**Exercise requirements**
The response must reproduce exactly every line of the material below holding the word "stream".

▬▬▬

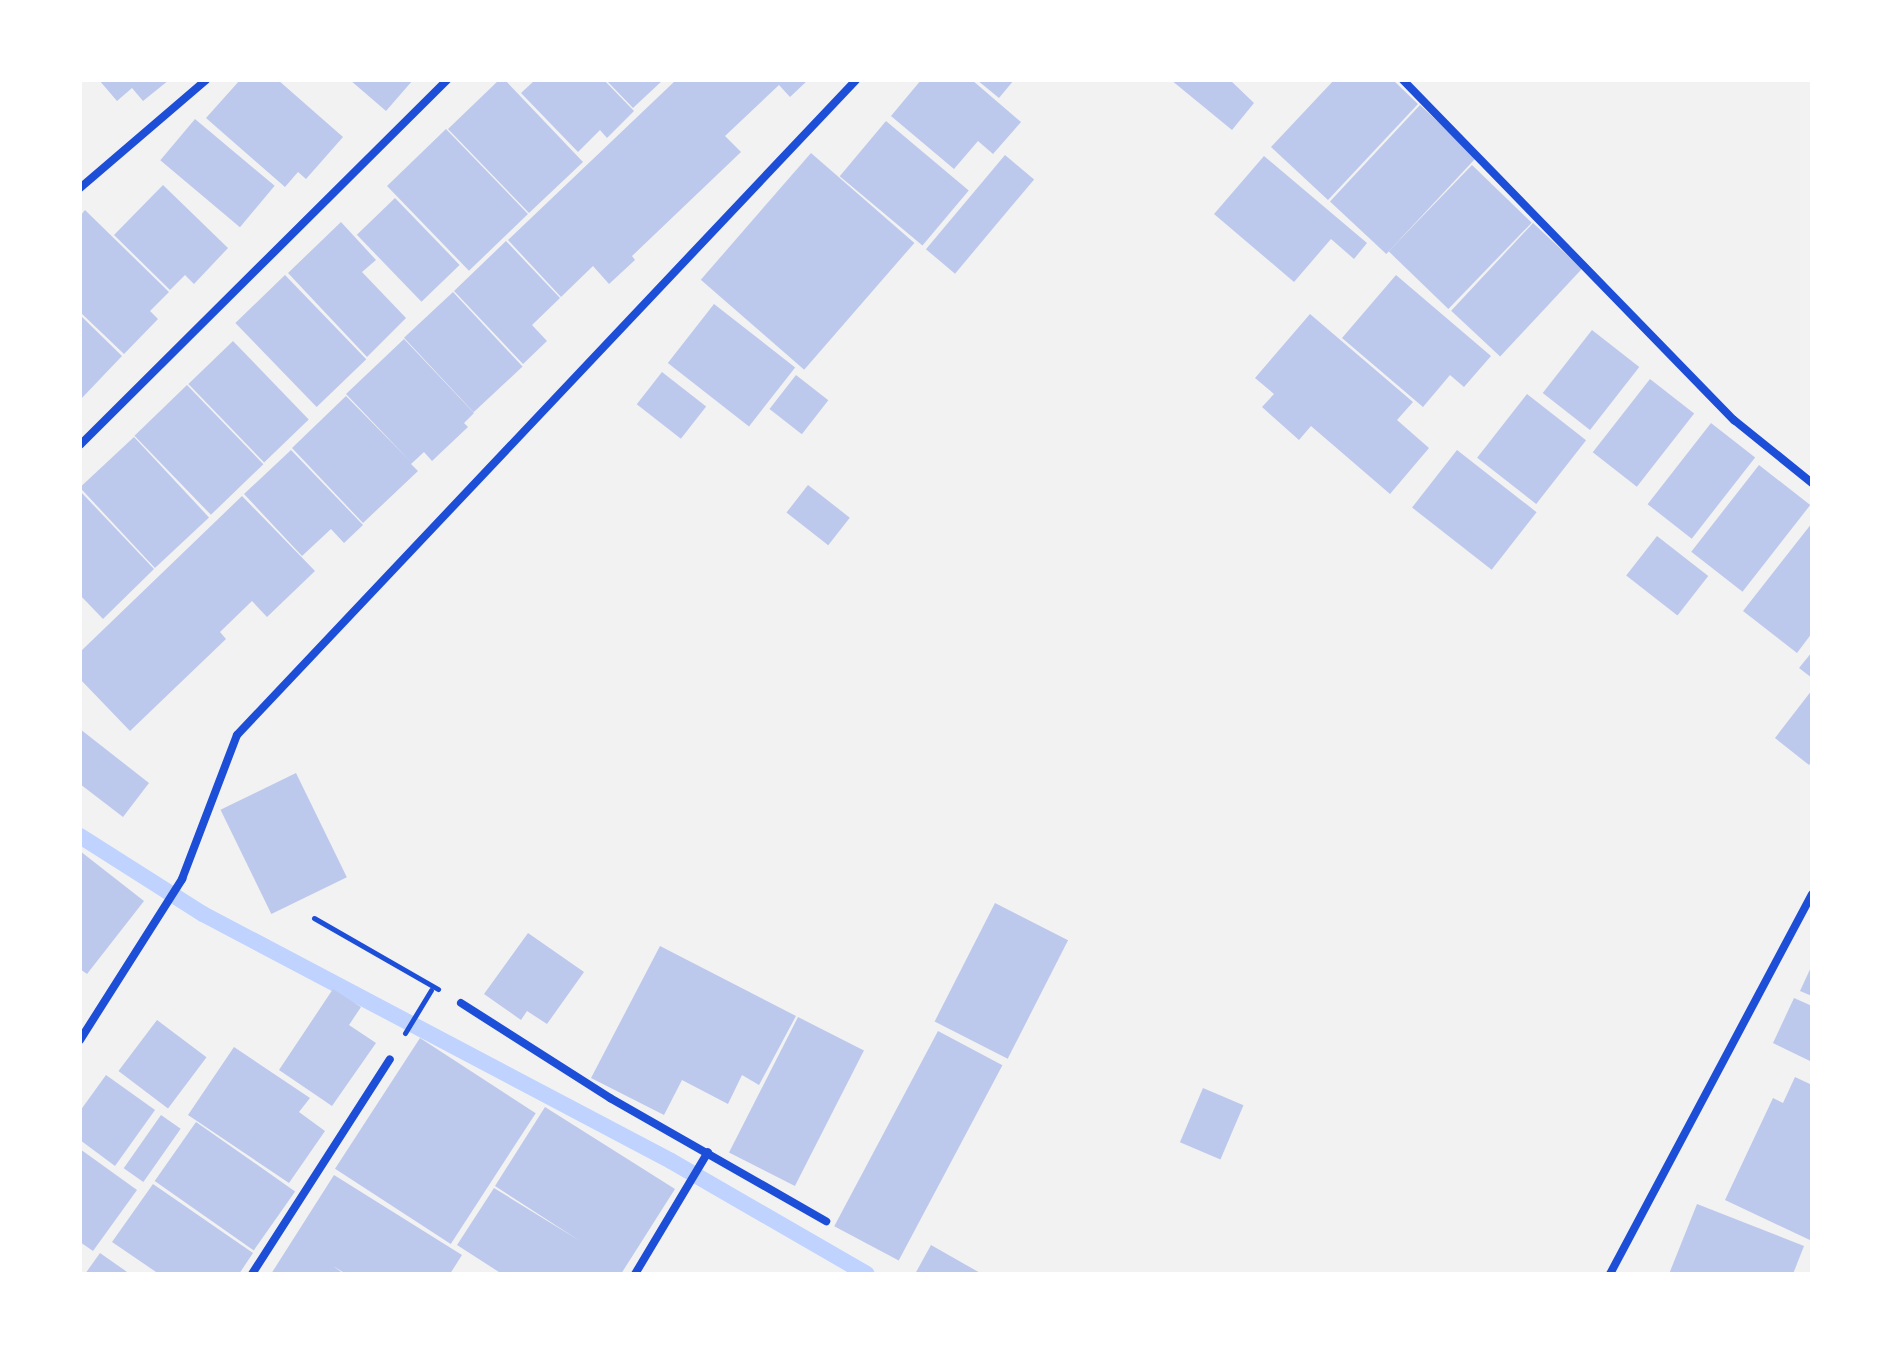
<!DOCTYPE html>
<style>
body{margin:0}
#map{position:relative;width:1892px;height:1354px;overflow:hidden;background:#f2f2f2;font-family:"Noto Sans",sans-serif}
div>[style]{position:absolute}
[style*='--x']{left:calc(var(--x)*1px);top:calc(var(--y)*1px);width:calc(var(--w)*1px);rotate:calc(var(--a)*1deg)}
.stream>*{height:16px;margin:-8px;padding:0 8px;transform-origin:8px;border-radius:8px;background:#bfd3fe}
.building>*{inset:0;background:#bdc9ec;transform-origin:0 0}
.path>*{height:5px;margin:-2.5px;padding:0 2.5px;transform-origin:2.5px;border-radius:2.5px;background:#1d4ed8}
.minor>*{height:8px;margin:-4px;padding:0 4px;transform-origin:4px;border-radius:4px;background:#1d4ed8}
span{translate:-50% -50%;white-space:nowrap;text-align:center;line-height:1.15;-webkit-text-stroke:8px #fff;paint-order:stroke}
.frame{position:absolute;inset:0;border:82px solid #fff;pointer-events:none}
</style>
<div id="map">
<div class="stream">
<div style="--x:80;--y:836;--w:146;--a:32.4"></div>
<div style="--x:203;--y:914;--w:529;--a:27.82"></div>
<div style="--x:671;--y:1161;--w:226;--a:30"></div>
</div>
<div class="building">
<div style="clip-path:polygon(99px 80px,169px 80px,143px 101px,132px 88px,117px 101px)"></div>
<div style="clip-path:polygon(240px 80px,278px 80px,343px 137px,306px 179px,298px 172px,285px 187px,206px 118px)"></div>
<div style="clip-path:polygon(350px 80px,413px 80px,386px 111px)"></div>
<div style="clip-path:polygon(499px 80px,505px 80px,583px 162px,529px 213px,448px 129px)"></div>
<div style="clip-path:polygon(535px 80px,604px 80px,634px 111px,607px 138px,600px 130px,578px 152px,521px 93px)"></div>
<div style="clip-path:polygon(606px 80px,663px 80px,633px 108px)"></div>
<div style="clip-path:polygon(676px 80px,808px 80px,790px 97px,779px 85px,725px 136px,741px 152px,632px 256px,635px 260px,609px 284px,593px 266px,561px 297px,508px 240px)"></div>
<div style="clip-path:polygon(921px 80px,972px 80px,1021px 122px,993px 154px,978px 141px,954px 169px,891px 116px)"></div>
<div style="clip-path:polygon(977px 80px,1014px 80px,999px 98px)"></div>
<div style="clip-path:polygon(1171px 80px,1230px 80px,1254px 103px,1232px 130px)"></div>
<div style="clip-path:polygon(1334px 80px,1393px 80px,1418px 104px,1328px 200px,1271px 147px)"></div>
<div style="left:1420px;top:105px;width:77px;height:132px;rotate:43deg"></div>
<div style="left:195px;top:119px;width:104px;height:54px;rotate:40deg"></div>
<div style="left:886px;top:121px;width:108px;height:72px;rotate:40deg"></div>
<div style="left:446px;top:129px;width:118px;height:82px;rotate:46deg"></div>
<div style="left:811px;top:153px;width:137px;height:168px;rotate:41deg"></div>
<div style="left:1005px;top:155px;width:38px;height:123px;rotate:40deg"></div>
<div style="clip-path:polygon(1264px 156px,1367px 243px,1354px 259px,1331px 239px,1294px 282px,1214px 214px)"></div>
<div style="left:1472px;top:165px;width:83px;height:120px;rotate:44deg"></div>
<div style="clip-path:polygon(163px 185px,228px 248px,194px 284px,185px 275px,170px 290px,114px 235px)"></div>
<div style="left:395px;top:198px;width:93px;height:53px;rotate:46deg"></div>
<div style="clip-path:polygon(85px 210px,169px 292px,150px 311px,158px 319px,124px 354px,80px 312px,80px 216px)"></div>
<div style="clip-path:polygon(341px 222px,376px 260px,362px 272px,406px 318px,367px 357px,288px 273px)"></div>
<div style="left:1533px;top:223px;width:67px;height:120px;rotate:43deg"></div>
<div style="clip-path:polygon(506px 241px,560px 298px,532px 325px,547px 341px,523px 364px,454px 291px)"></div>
<div style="left:285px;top:275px;width:117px;height:69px;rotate:46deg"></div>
<div style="clip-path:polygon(1396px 275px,1491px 356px,1464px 387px,1450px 375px,1423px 407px,1342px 338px)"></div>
<div style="left:453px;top:292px;width:102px;height:67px;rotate:47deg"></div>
<div style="left:714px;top:304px;width:103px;height:75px;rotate:38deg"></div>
<div style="clip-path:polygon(1310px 314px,1413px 402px,1397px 420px,1429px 448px,1390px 494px,1311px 426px,1299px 440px,1262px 407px,1274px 394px,1255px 378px)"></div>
<div style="clip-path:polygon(80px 315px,122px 356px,80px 400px)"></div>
<div style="left:1592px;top:330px;width:60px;height:80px;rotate:38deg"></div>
<div style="clip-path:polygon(404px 339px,474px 413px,464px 423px,468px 427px,432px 461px,424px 452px,411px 464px,418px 471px,363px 523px,292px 448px,346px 396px,410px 461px,346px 394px)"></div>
<div style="left:233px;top:341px;width:109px;height:62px;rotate:46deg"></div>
<div style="left:662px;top:372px;width:56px;height:41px;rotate:38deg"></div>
<div style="left:796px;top:375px;width:41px;height:43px;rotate:38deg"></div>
<div style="left:1650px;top:379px;width:56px;height:93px;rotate:38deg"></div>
<div style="left:187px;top:385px;width:110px;height:73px;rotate:46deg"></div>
<div style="left:1527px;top:394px;width:75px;height:81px;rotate:38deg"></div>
<div style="left:1711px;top:423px;width:56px;height:103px;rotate:38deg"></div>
<div style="left:134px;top:437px;width:110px;height:74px;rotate:47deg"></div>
<div style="clip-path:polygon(291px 450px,363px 525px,344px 543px,331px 529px,302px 556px,244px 494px)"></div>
<div style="left:1457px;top:450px;width:101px;height:73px;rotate:38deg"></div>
<div style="left:1759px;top:465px;width:65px;height:110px;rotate:38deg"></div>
<div style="left:808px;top:485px;width:53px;height:35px;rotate:38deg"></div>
<div style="clip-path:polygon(80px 491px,154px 569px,103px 619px,80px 595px)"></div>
<div style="clip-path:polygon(242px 496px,315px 571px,267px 617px,252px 601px,220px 632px,226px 639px,130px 731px,80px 679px,80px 652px)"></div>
<div style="clip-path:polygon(1812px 523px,1812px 633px,1797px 653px,1743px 611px)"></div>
<div style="left:1657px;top:536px;width:65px;height:50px;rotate:38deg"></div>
<div style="clip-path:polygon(1812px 652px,1812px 678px,1799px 668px)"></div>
<div style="clip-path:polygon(1812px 690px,1812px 761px,1809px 765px,1775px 738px)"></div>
<div style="clip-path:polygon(80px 729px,149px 783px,123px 817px,80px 784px)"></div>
<div style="left:296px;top:773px;width:116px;height:84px;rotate:64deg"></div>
<div style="clip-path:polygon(80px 851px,144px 901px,87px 974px,80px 969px)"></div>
<div style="left:995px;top:903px;width:82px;height:133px;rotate:27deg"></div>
<div style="clip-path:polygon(528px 933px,584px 972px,547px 1024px,527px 1011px,521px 1020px,484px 994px)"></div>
<div style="clip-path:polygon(660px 946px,796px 1016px,759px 1085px,742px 1075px,728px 1104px,682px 1080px,664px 1115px,591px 1078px)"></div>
<div style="clip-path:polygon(1812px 965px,1812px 996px,1800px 991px)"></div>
<div style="clip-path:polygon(333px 989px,361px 1007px,349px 1025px,376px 1043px,332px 1106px,279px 1070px)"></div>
<div style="clip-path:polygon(1794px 998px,1812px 1006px,1812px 1062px,1773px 1043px)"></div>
<div style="left:798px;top:1017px;width:74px;height:152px;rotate:27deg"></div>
<div style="left:157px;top:1020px;width:62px;height:64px;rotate:37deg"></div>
<div style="left:938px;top:1031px;width:73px;height:221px;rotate:28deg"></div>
<div style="left:420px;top:1038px;width:138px;height:156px;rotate:33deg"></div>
<div style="clip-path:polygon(234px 1047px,310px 1098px,299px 1112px,325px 1131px,289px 1183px,188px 1115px)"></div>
<div style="clip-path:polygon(106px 1075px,155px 1110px,115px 1166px,80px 1140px,80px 1111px)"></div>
<div style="clip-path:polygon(1795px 1077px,1812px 1085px,1812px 1241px,1725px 1200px,1773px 1098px,1783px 1103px)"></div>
<div style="left:1203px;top:1088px;width:44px;height:59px;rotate:23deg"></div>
<div style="clip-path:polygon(545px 1107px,675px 1189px,621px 1274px,502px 1274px,457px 1245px,494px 1188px,580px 1241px,495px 1186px)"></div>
<div style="left:161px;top:1115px;width:24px;height:65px;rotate:35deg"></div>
<div style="left:196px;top:1122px;width:121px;height:72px;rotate:35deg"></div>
<div style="clip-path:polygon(80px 1149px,137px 1190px,93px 1251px,80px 1242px)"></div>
<div style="clip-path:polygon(334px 1175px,462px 1255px,450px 1274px,346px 1274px,333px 1266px,344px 1274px,271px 1274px)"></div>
<div style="clip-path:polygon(153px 1184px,253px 1253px,239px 1274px,159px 1274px,112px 1242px)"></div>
<div style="clip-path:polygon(1697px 1204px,1804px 1246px,1793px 1274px,1669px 1274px)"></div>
<div style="clip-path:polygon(931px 1245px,982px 1274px,915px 1274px)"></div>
<div style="clip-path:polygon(100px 1253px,130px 1274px,85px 1274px)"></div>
</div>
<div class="path">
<div style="--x:314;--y:918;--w:143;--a:29.8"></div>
<div style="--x:405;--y:1033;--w:50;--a:-58.8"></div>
</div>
<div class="minor">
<div style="--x:1403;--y:80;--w:475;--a:45.8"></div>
<div style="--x:1734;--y:420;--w:100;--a:38.9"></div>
<div style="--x:80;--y:188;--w:166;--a:-40.6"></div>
<div style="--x:80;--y:445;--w:518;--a:-44.84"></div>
<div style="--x:461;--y:1003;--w:177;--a:32.5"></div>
<div style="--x:610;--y:1098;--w:249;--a:29.7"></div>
<div style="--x:80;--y:1040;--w:191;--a:-57.6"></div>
<div style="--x:182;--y:879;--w:154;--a:-69.1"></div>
<div style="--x:237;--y:735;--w:901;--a:-46.62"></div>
<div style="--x:252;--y:1274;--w:255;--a:-57.3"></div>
<div style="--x:635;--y:1274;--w:142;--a:-59.1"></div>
<div style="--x:1610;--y:1274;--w:430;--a:-62"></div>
</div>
<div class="frame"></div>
</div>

▬▬▬

**Answer to the exercise**
.stream>*{height:16px;margin:-8px;padding:0 8px;transform-origin:8px;border-radius:8px;background:#bfd3fe}
<div class="stream">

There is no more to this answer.